Author: Zhi LI ¹ ; Hui HENG ² ; Qiqian QIN ² ; Lanchun CHEN ² ; Yuedi WANG ² ; Zeyang ZHOU ²
Author Information

1. College of Life Sciences, Chongqing Normal University, Chongqing 401331, China. lizhicqnu@gmail.com.
2. College of Life Sciences, Chongqing Normal University, Chongqing 401331, China.

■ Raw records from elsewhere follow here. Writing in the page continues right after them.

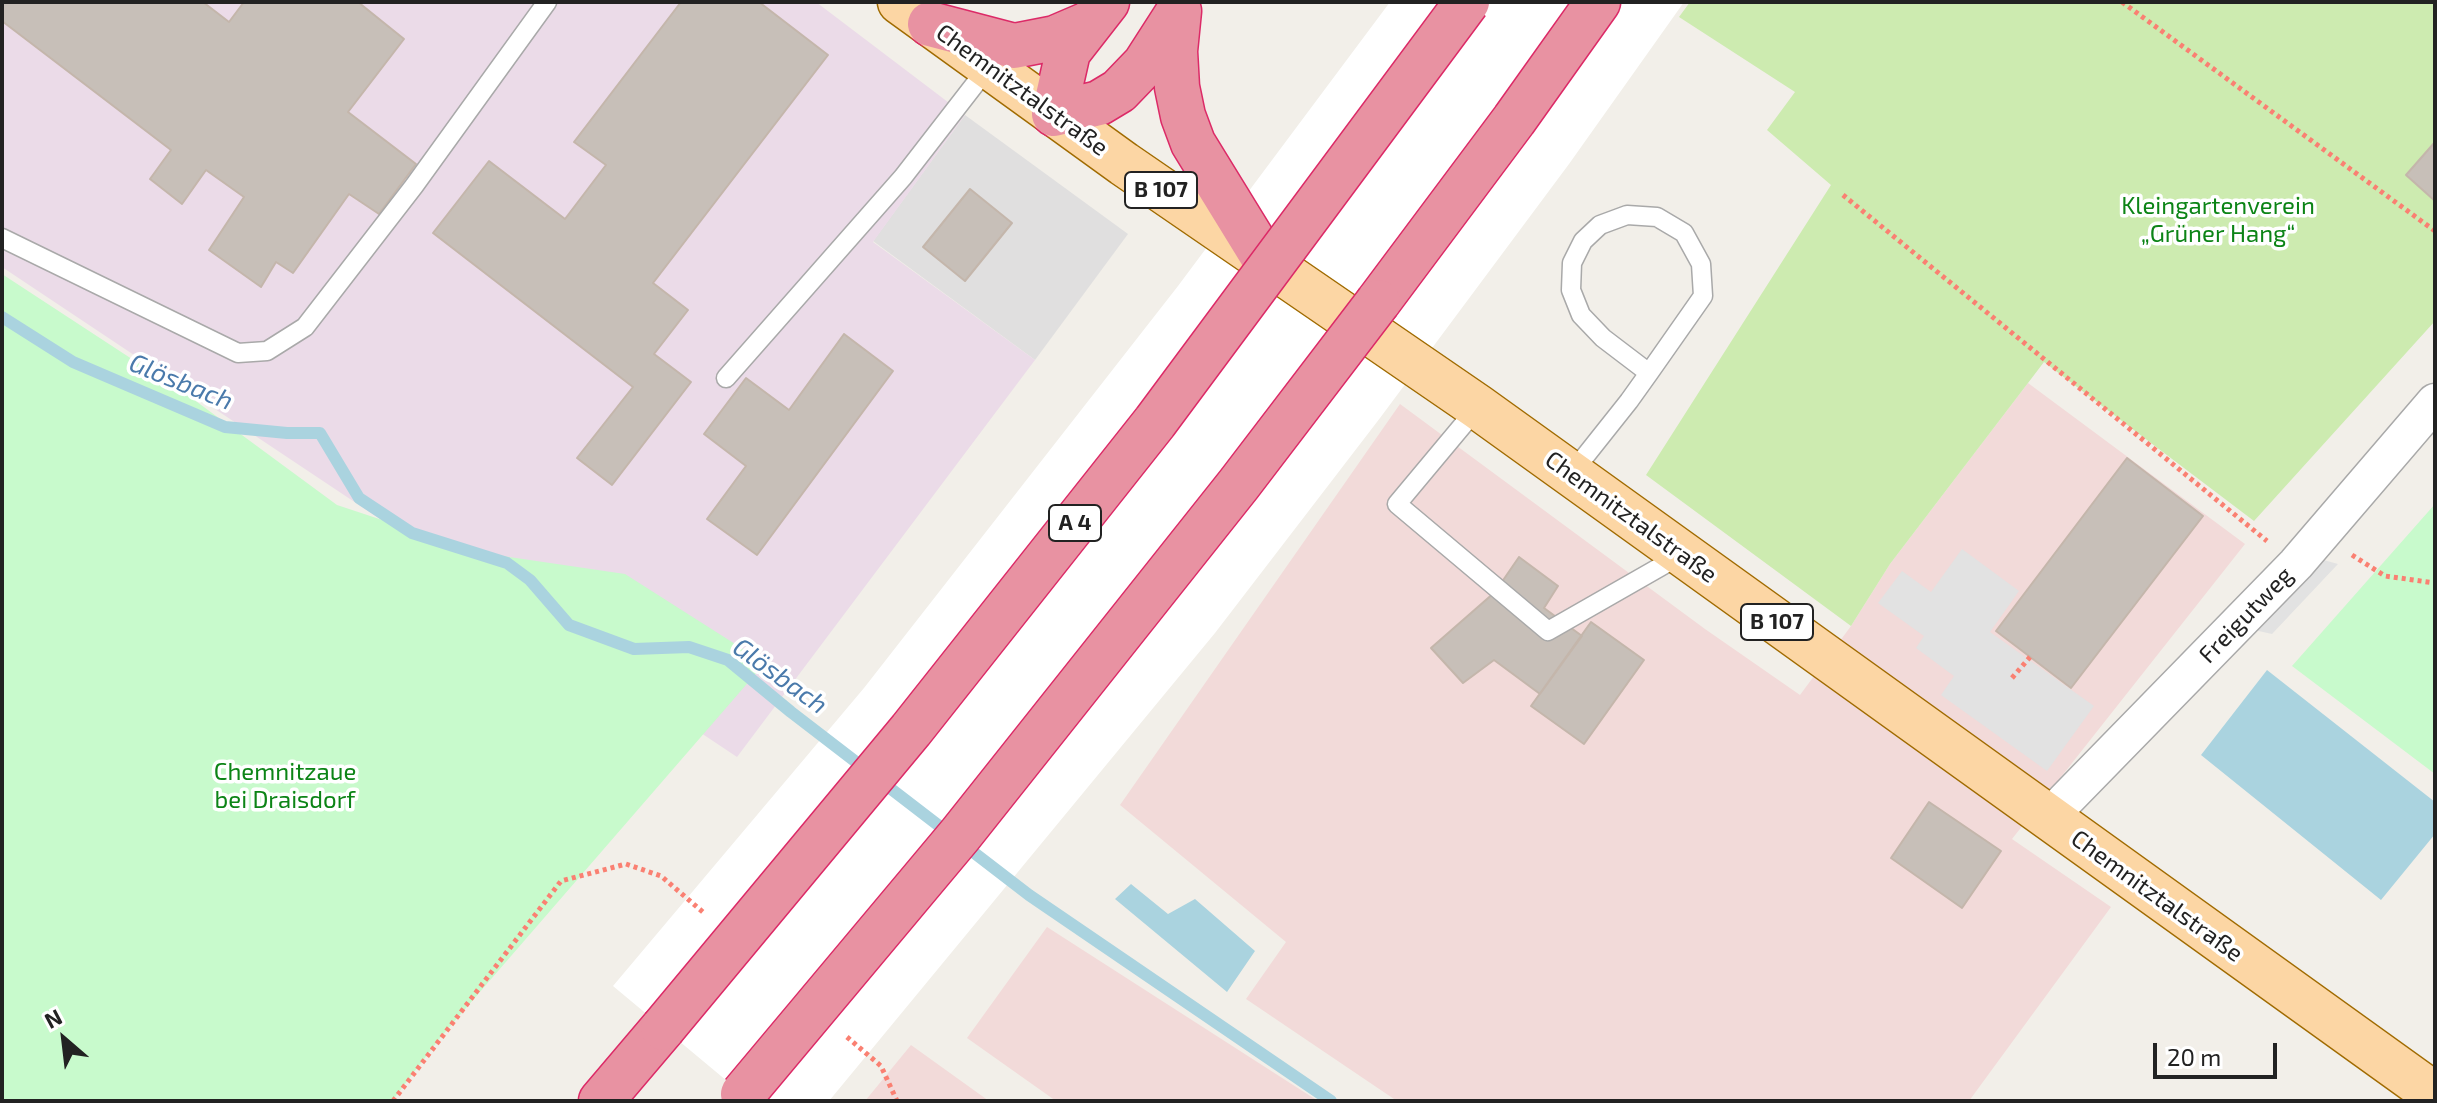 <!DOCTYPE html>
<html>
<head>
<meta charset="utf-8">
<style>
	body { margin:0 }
	#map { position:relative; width:2437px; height:1103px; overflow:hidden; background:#f2efe9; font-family:"Exo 2",sans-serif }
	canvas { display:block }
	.frame { position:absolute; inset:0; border:4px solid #222; pointer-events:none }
	.north { position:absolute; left:24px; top:999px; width:80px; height:80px; -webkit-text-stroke:6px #fff; paint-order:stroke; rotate:332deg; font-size:22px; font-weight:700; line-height:32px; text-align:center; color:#222 }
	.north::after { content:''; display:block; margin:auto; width:28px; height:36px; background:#222; clip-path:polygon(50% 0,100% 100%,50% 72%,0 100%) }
	.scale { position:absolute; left:2153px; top:1043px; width:124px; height:36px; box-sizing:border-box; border:4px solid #222; border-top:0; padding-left:10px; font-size:24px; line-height:28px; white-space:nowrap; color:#222; -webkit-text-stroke:6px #fff; paint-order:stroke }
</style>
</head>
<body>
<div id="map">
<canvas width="2437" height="1103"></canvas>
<div class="frame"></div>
<div class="north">N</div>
<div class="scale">20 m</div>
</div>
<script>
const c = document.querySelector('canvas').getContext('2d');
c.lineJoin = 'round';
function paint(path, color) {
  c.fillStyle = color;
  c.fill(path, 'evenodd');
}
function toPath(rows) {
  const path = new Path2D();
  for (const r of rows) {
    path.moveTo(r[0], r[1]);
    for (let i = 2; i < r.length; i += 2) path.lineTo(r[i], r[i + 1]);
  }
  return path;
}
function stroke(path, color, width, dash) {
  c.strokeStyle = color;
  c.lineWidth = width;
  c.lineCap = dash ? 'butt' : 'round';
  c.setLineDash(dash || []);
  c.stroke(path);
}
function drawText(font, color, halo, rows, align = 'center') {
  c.font = font + ' "Exo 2",sans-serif';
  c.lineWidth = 7;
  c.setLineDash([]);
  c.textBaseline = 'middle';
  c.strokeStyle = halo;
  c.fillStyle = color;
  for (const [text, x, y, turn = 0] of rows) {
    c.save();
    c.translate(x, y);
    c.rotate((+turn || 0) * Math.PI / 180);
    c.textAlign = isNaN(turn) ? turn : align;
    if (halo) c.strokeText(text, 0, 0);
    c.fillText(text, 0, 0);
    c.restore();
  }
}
paint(toPath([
	[965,115,1128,234,1035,360,873,241]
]), '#e0dfdf');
paint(toPath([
	[2028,383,2245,544,2012,839,2111,907,1969,1101,1397,1101,1246,999,1286,942,1120,805,1400,404,1705,629,1800,695,1851,626,1890,564],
	[1047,927,1318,1101,1056,1101,967,1038],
	[911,1045,989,1101,865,1101]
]), '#f2dad9');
paint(toPath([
	[2,2,816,2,965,115,873,242,1035,360,737,757,2,267]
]), '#ebdbe8');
paint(toPath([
	[1690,2,2435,2,2435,321,2254,521,2044,362,1890,564,1851,626,1646,475,1831,185,1767,130,1795,92,1679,17]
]), '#cdebb0');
paint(toPath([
	[2,274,193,399,337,505,482,553,625,574,765,663,440,1038,392,1101,2,1101],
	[2435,504,2435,774,2292,666]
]), '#c8facc');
paint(toPath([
	[1962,549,2019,591,1990,632,2094,706,2047,771,1941,695,1954,676,1916,648,1924,636,1878,603,1902,571,1931,592],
	[2309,556,2338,564,2272,634,2241,627]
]), '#e2e2e2');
paint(toPath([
	[2267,670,2435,802,2435,834,2381,900,2201,755],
	[1131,884,1168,914,1195,899,1255,951,1227,992,1115,899]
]), '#aad3df');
paint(toPath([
	[1390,2,1684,2,1569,164,1380,418,1215,633,829,1101,751,1101,613,986,864,688,1178,286]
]), '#fff');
stroke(toPath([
	[2,317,73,362,225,427,287,433,320,433,359,498,412,533,507,563,530,580,569,625,634,649,689,647,728,660,791,712,1029,895,1331,1101]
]), '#aad3df', 12);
const building = toPath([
	[2,2,203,2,229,22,244,2,358,2,404,39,348,112,416,164,379,214,349,194,293,273,276,262,261,287,209,250,244,197,206,170,182,204,150,179,171,150,2,21,2,2],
	[681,2,759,2,828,55,653,283,688,310,654,354,691,382,612,485,577,458,633,387,433,233,489,161,565,219,606,165,574,142,681,2],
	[2435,142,2435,201,2406,175,2435,142],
	[970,189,1012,223,965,281,923,247,970,189],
	[844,334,893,371,757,555,707,519,746,466,704,434,746,378,789,410,844,334],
	[2127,458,2203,516,2071,688,1996,631,2127,458],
	[1519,557,1558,586,1544,608,1582,636,1540,694,1494,660,1463,683,1431,648,1495,592,1519,557],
	[1591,622,1644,660,1584,744,1531,706,1591,622],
	[1929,802,2001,851,1962,908,1891,858,1929,802]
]);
paint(building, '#c7bfb8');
stroke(building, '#c4b6ab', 2);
const service = toPath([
	[2,238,238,353,267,351,305,327,414,186,547,2],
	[726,378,903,177,989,66],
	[1478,407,1397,504,1548,631,1681,555],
	[1571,474,1629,401,1649,373,1703,296,1701,264,1684,233,1657,217,1627,215,1600,225,1583,241,1572,263,1571,290,1581,315,1603,338,1649,373]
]);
const minor = toPath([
	[2048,818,2296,564,2435,402]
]);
const primary = toPath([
	[900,2,1124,164,1478,407,2435,1095]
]);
const motorway = toPath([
	[1107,2,1068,52,1054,114,1099,103,1119,91,1145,64,1179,11],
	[1179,11,1175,51,1177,87,1183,116,1193,143,1268,265],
	[930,24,1014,46,1055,38,1090,23],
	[1378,302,1514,120,1598,2],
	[601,1101,663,1028]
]);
stroke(service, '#a9a9a9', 21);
stroke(minor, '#a9a9a9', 39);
stroke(primary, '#a06b00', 47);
stroke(motorway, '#dc2a67', 47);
stroke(toPath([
	[2122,2,2435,231],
	[1843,195,2267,541],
	[2352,555,2385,576,2435,583],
	[2012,678,2030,657],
	[847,1037,881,1066,897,1101],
	[393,1101,561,881,626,864,661,876,704,913]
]), '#fa8072', 5, [4, 4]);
stroke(service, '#fff', 18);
stroke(minor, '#fff', 36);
stroke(primary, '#fcd6a4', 44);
stroke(motorway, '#e892a2', 44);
const motorwayBridge = toPath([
	[663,1028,911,730,1155,422,1467,2],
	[743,1094,960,835,1239,484,1378,302]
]);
stroke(motorwayBridge, '#dc2a67', 47, []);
stroke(motorwayBridge, '#e892a2', 44);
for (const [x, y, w] of [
	[1161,190,72],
	[1075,523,52],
	[1777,622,72]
]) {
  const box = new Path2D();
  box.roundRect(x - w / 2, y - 18, w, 36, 6);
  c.fillStyle = '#fff';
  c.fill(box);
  stroke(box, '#222', 2);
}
drawText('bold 22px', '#222', null, [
	["B 107",1161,190],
	["A 4",1075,523],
	["B 107",1777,622]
]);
drawText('24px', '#222', '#fff', [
	["Chemnitztalstraße",1022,90,36],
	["Chemnitztalstraße",1631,517,36],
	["Freigutweg",2246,615,-46],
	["Chemnitztalstraße",2157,896,36]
]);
drawText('24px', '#0c8416', '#fff', [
	["Kleingartenverein",2218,206],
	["„Grüner Hang“",2218,234],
	["Chemnitzaue",285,772],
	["bei Draisdorf",285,800]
]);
drawText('italic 26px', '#4a7aab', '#fff', [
	["Glösbach",181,382,22],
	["Glösbach",780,676,36]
]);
</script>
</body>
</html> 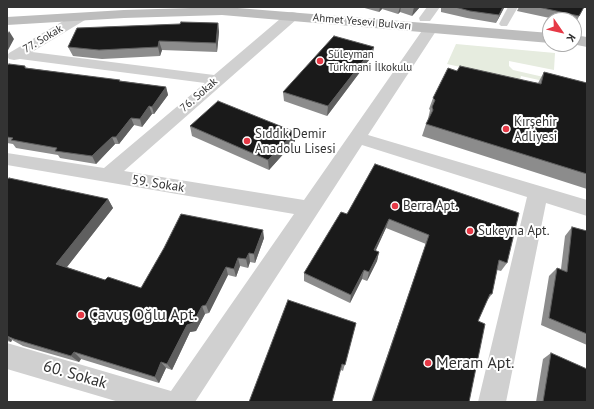 <!DOCTYPE html>
<html>
<head>
<meta charset="utf-8">
<style>
	body { margin:0 }
	#map { position:relative; width:594px; height:409px; overflow:hidden; background:#fff; font-family:"PT Sans",sans-serif }
	canvas { display:block }
	.frame { position:absolute; inset:0; border:8px solid #333; pointer-events:none }
	.north { position:absolute; left:542px; top:12px; width:40px; height:40px; box-sizing:border-box; background:#fff; border:1px solid #adadad; border-radius:50%; rotate:124deg; font-size:11px; font-weight:700; line-height:16px; text-align:center; color:#333 }
	.north::after { content:''; display:block; margin:auto; width:14px; height:18px; background:#e63946; clip-path:polygon(50% 0,100% 100%,50% 72%,0 100%) }
</style>
</head>
<body>
<div id="map">
<canvas width="594" height="409"></canvas>
<div class="frame"></div>
<div class="north">K</div>
</div>
<script>
const c = document.querySelector('canvas').getContext('2d');
c.lineJoin = 'round';
function paint(path, color) { c.fillStyle = color; c.fill(path, 'evenodd'); }
const shape = rows => new Path2D(rows.map(r => 'M' + r).join(''));
function trace(path, color, width, dash) { c.strokeStyle = color; c.lineWidth = width; c.lineCap = dash ? 'butt' : 'round'; c.setLineDash(dash || []); c.stroke(path); }
function drawText(font, color, halo, rows, align = 'center') {
  c.font = font + ' "PT Sans",sans-serif'; c.lineWidth = 4; c.setLineDash([]); c.textBaseline = 'middle'; c.strokeStyle = halo; c.fillStyle = color; for (const [text, x, y, turn = 0] of rows) {
    c.save(); c.translate(x, y); c.rotate((+turn || 0) * Math.PI / 180); c.textAlign = isNaN(turn) ? turn : align; if (halo) c.strokeText(text, 0, 0); c.fillText(text, 0, 0); c.restore();
  }
}
const green = shape([
	[456,44,555,53,554,70,509,61,509,66,513,70,548,78,548,82,521,76,519,87,513,79,447,64]
]);
const pedestrian = shape([
	[508,7,518,7,507,26,501,26,499,24,508,7]
]);
const minor = shape([
	[427,7,440,7,430,21,420,21,419,18,427,7],
	[292,12,297,13,298,16,297,19,124,171,304,200,426,25,436,25,438,28,368,135,587,200,587,216,546,203,506,402,478,402,527,197,362,145,195,402,119,402,7,369,7,343,171,391,294,214,7,165,7,153,104,168,205,83,20,59,14,60,9,59,7,56,9,53,75,14,80,13,85,14,86,17,85,20,32,52,214,75,287,13,292,12]
]);
const secondary = shape([
	[225,7,550,33,550,43,222,15,124,18,7,25,7,17,124,10,225,7],
	[574,35,587,37,587,47,572,44,574,44,574,35]
]);
const wall = shape([
	[357,7,420,7,412,16,400,12,398,14,382,9,379,12,361,7],
	[441,7,506,7,504,8,496,23,467,18,441,12],
	[519,7,584,7,575,24,574,23,574,20,559,20,517,11],
	[218,23,219,32,217,52,162,50,160,56,102,59,73,56,68,47],
	[374,47,372,56,327,116,284,101,283,92],
	[7,65,166,87,168,95,154,114,152,114,142,127,134,125,119,144,115,144,96,164,60,158,58,155,16,148,13,144,7,143],
	[457,71,538,83,544,72,587,83,587,189,422,136,426,124,428,119,430,110,429,109,433,98],
	[190,126,295,132,295,141,269,170,192,136],
	[375,164,507,263,501,271,497,270,492,294,486,302,478,321,469,402,371,402,426,244,386,228,375,251,379,252,377,261,367,281,362,279,350,303,304,281,304,273,347,214],
	[7,180,108,199,113,208,67,267,105,280,141,288,264,238,255,263,250,262,248,268,240,266,236,277,228,275,209,313,205,314,196,331,190,332,172,370,166,368,159,383,81,359,79,362,23,346,12,340,11,342,7,341],
	[572,227,587,231,587,345,541,325,549,276,557,268,561,269,565,236],
	[356,323,343,371,341,370,249,402],
	[551,353,587,402,536,402,543,359]
]);
const shadedWall = shape([
	[380,7,382,7,382,9,379,12],
	[400,7,401,7,400,12,398,14],
	[414,7,420,7,412,16],
	[503,7,506,7,504,8,496,23],
	[218,23,219,32,217,52,216,43],
	[9,31,14,39,7,52,7,35],
	[159,41,162,50,160,56,158,47],
	[374,47,372,56,327,116,328,106],
	[166,87,168,95,154,114,152,107],
	[149,106,152,114,142,127,140,119],
	[131,118,134,125,119,144,116,137],
	[295,132,295,141,269,170,268,160],
	[112,137,115,144,96,164,92,156],
	[108,199,113,208,63,272,56,264],
	[389,219,386,228,372,259,374,250],
	[263,230,264,238,255,263,254,254],
	[379,252,377,261,367,281,369,272],
	[249,253,250,262,248,268,246,259],
	[238,258,240,266,236,277,234,269],
	[226,267,228,275,209,313,206,305],
	[364,270,362,279,350,303,351,295],
	[202,306,205,314,196,331,190,332,172,370,167,364,187,325],
	[7,336,12,340,11,342,7,339],
	[74,352,81,359,79,362,71,356],
	[161,362,166,368,159,383,155,377]
]);
const building = shape([
	[455,7,503,7,499,15,470,11,455,7],
	[538,7,584,7,579,16,538,7],
	[181,22,218,23,216,43,159,41,158,47,99,50,68,47,77,28,180,24,181,22],
	[334,36,374,47,328,106,283,92,334,36],
	[9,64,25,66,25,68,120,80,119,81,166,87,152,107,149,106,140,119,131,118,116,137,112,137,92,156,55,151,57,148,11,140,13,138,7,137,7,65,9,64],
	[460,66,541,84,544,72,587,83,587,174,426,124,433,110,432,107,435,100,433,98,448,68,457,71,460,66],
	[218,101,295,132,268,160,190,126,218,101],
	[375,164,519,213,507,263,499,260,492,294,490,294,478,321,485,324,469,402,372,402,429,235,389,219,374,250,379,252,369,272,364,270,351,295,304,273,341,212,347,214,375,164],
	[9,178,108,199,56,264,105,280,108,277,141,288,164,248,181,214,263,230,254,254,249,253,246,259,238,258,234,269,226,267,206,305,202,306,193,323,187,325,167,364,161,362,155,377,74,352,71,356,14,339,7,336,7,180,9,178],
	[572,227,587,231,587,334,549,318,557,268,567,272,572,227],
	[288,300,356,323,345,365,342,364,332,402,249,402,288,300],
	[551,353,587,369,587,402,543,402,551,353]
]);
const markers = [
	[320,61,4,"#e63946"],
	[506,129,4,"#e63946"],
	[247,141,4,"#e63946"],
	[395,206,4,"#e63946"],
	[470,231,4,"#e63946"],
	[81,315,4,"#e63946"],
	[428,363,4,"#e63946"]
];
const farStreetnames = [
	["Ahmet Yesevi Bulvarı",362,22,5],
	["77. Sokak",43,39,-31],
	["76. Sokak",199,95,-41]
];
const farPoinames = [
	["Süleyman",328,55],
	["Türkmani İlkokulu",328,68]
];
const poiNames = [
	["Kırşehir",514,122],
	["Adliyesi",514,137],
	["Sıddık Demir",255,134],
	["Anadolu Lisesi",255,149],
	["Berra Apt.",403,206],
	["Sukeyna Apt.",478,231]
];
const streetNames = [
	["59. Sokak",158,184,9]
];
const nearPoinames = [
	["Çavuş Oğlu Apt.",89,315],
	["Meram Apt.",436,363]
];
const nearStreetnames = [
	["60. Sokak",75,375,16]
];
paint(green, '#e6ecdf');
paint(pedestrian, '#d0d0d0');
paint(minor, '#d0d0d0');
paint(secondary, '#bdbdbd');
paint(wall, '#8c8c8c');
paint(shadedWall, '#5f5f5f');
paint(building, '#1a1a1a');
trace(building, '#5f5f5f', 1);
for (const [x, y, r, color] of markers) { const dot = new Path2D(); dot.arc(x, y, r, 0, 2 * Math.PI); c.fillStyle = color; c.fill(dot); trace(dot, '#fff', 1.5); }
drawText('11px', '#333', '#fff', farStreetnames);
drawText('11px', '#333', '#fff', farPoinames, 'left');
drawText('13px', '#333', '#fff', poiNames, 'left');
drawText('13px', '#333', '#fff', streetNames);
drawText('16px', '#333', '#fff', nearPoinames, 'left');
drawText('16px', '#333', '#fff', nearStreetnames);
</script>
</body>
</html>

Publication Type:Journal Article
Keywords: Antioxidant activity; Ascosphaera apis; Melanin; Molecular structure; Subcellular localization
MeSH: Animals; Antioxidants/pharmacology*; Larva; Melanins; Molecular Structure; Onygenales
From: Journal of Zhejiang University. Science. B 2022;23(5):365-381
CountryChina
Language:English
Abstract: Ascosphaera apis spores containing a dark-colored pigment infect honeybee larvae, resulting in a large-scale collapse of the bee colony due to chalkbrood disease. However, little is known about the pigment or whether it plays a role in bee infection caused by A. apis. In this study, the pigment was isolated by alkali extraction, acid hydrolysis, and repeated precipitation. Ultraviolet (UV) analysis revealed that the pigment had a color value of 273, a maximum absorption peak at 195 nm, and a high alkaline solubility (7.67%) and acid precipitability. Further chemical structure analysis of the pigment, including elemental composition, Fourier transform infrared (FTIR) spectroscopy, Raman spectroscopy, mass spectrometry, and nuclear magnetic resonance (NMR), proved that it was a eumelanin with a typical indole structure. The molecular formula of melanin is C₁₀H₆O₄N₂, and its molecular weight is 409 Da. Melanin has hydroxyl, carboxyl, amino, and phenolic groups that can potentially chelate to metal ions. Antioxidant function analyses showed that A. apis melanin had a high scavenging activity against superoxide, hydroxyl, and 2,2-diphenyl-1-picrylhydrazyl (DPPH) radicals, and a high reducing ability to Fe³⁺. Indirect immunofluorescence assay (IFA), scanning electron microscopy (SEM), and transmission electron microscopy (TEM) analyses showed that A. apis melanin was located on the spore wall. The spore wall localization, antioxidant activity, and metal ion chelating properties of fungal melanin have been suggested to contribute to spore pathogenicity. However, further infection experiments showed that melanin-deficient spores did not reduce the mortality of bee larvae, indicating that melanin does not increase the virulence of A. apis spores. This study is the first report on melanin produced by A. apis, providing an important background reference for further study on its role in A. apis.